Chants of “U-N-I-T-Y” rang throughout the large courtyard as Conestoga students and staff stood together to support the African-American Student Union’s (AASU) Black Out Against Racism Rally.

“I stand up here today to start at one small school in America in hopes of spreading a message: racism may never end but we will never stop fighting it,” junior Alex Caristan said in his speech at the rally.

Caristan was one of eight AASU members who presented speeches or poems at the rally during 3rd period on April 9.

The rally was a part of the AASU’s ongoing campaign to promote anti-racism at Conestoga. The campaign also involved presentations with CURE, Conestoga United in Reaching Equity, in 9th grade World Literature classes in April as well as the Black Out Against Racism spirit day on March 20. These events came after Conestoga students posted a video containing racial slurs in March, which came a year after students were involved in a similar video in 2018.

“In reaction to the racist videos that were posted on social media, the African-American Student Union felt that there should be anti-racism messaging throughout the year, whether it’s in the classroom, or in our clubs and activities, or in these larger events like the rally,” AASU club adviser Leashia Lewis said.

After obtaining approval from Conestoga’s administration, the AASU promoted their rally through social media, t-shirt sales, word of mouth and Good Morning Stoga. As a result, hundreds of students and faculty leaving their third period classes to listen to speeches in the courtyard.

Students wore the AASU’s anti-racism wristband or t-shirt to express their support for the event, and AASU members held signs advocating unity and change. Throughout the 30-minute walkout, members of the AASU spoke to the crowd addressing the effects of racism and goals for the future.

“The purpose of the rally was to give students whose voices are not always heard a voice to express their experiences here at Conestoga High School,” Lewis said “The goal was to say to everyone in the community that this is how we feel, this is what we experience, and this is how we feel we could do better, just so all voices are heard, feelings are expressed, and we can come together in unity.”
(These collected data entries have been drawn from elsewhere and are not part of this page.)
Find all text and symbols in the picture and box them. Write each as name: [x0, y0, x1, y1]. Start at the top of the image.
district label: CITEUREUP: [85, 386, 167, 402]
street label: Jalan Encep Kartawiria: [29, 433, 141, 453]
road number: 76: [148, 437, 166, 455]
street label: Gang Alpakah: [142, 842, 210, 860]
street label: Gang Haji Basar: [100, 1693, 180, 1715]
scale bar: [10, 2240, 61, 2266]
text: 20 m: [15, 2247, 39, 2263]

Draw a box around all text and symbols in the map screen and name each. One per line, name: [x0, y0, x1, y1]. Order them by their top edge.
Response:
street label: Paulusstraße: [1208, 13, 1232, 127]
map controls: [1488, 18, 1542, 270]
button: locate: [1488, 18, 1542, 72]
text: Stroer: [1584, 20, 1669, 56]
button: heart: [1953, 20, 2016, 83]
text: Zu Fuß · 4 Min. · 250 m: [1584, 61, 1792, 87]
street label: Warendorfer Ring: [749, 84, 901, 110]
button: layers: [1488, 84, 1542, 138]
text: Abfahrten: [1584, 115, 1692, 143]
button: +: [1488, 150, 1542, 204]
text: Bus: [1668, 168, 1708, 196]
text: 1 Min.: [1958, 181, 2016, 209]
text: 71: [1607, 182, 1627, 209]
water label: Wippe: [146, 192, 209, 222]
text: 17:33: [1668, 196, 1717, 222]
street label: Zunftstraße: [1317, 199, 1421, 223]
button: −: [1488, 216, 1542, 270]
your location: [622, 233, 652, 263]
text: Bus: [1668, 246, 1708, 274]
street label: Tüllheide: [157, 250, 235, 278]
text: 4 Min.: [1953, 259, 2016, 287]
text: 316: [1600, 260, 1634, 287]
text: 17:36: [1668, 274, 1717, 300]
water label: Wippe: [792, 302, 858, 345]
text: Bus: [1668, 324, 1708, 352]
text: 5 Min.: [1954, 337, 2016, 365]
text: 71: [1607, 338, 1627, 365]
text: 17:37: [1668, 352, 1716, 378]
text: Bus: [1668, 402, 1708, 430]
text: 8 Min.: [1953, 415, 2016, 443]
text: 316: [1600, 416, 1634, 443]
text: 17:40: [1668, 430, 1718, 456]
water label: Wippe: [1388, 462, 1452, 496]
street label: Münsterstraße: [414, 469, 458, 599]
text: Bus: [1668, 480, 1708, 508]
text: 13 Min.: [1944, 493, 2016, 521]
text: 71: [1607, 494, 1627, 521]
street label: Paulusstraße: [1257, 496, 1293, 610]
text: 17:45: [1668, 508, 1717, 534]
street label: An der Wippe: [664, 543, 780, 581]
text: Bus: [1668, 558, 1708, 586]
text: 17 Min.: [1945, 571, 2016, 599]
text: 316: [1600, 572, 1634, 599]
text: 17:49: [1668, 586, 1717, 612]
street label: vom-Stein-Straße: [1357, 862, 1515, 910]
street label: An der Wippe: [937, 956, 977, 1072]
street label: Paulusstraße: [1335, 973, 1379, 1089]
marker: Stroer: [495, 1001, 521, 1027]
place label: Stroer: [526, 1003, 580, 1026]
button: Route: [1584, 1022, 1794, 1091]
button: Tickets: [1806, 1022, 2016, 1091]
Unity was a common theme throughout the rally. Between each speech, the students and faculty in the courtyard clapped in unison and chanted “U-N-I-T-Y.” Speakers were introduced by freshman Ray Walker, who also presented the opening and closing remarks.

Caristan believes that although all of the speakers have similar views on racism, they expressed their sentiments in unique ways.

“We have the same general consensus, but these got into the nit and grit. Some people shared personal stories or personal poems they’d written, and some people just shared a broader message about racism,” Caristan said. “I went more for the broader picture because I don’t have that many specific examples in my life. The point I was trying to get across was essentially ‘educate yourself so you don’t have an excuse to be racist.’”

Senior AJ Riley attended the rally and said that he felt moved by the speakers’ stories.

“I felt like the speakers did a really good job and I feel like I was pretty moved by their stories. A lot of people showed up and I think it was a really good showing of the school’s unity,” Riley said.

Senior and club president Tajsha GrayVause spoke towards the end of the walkout, discussing the issue of racial slurs in the school community. Gray-Vause felt like the rally allowed students to better understand the speakers and the individuals they represented.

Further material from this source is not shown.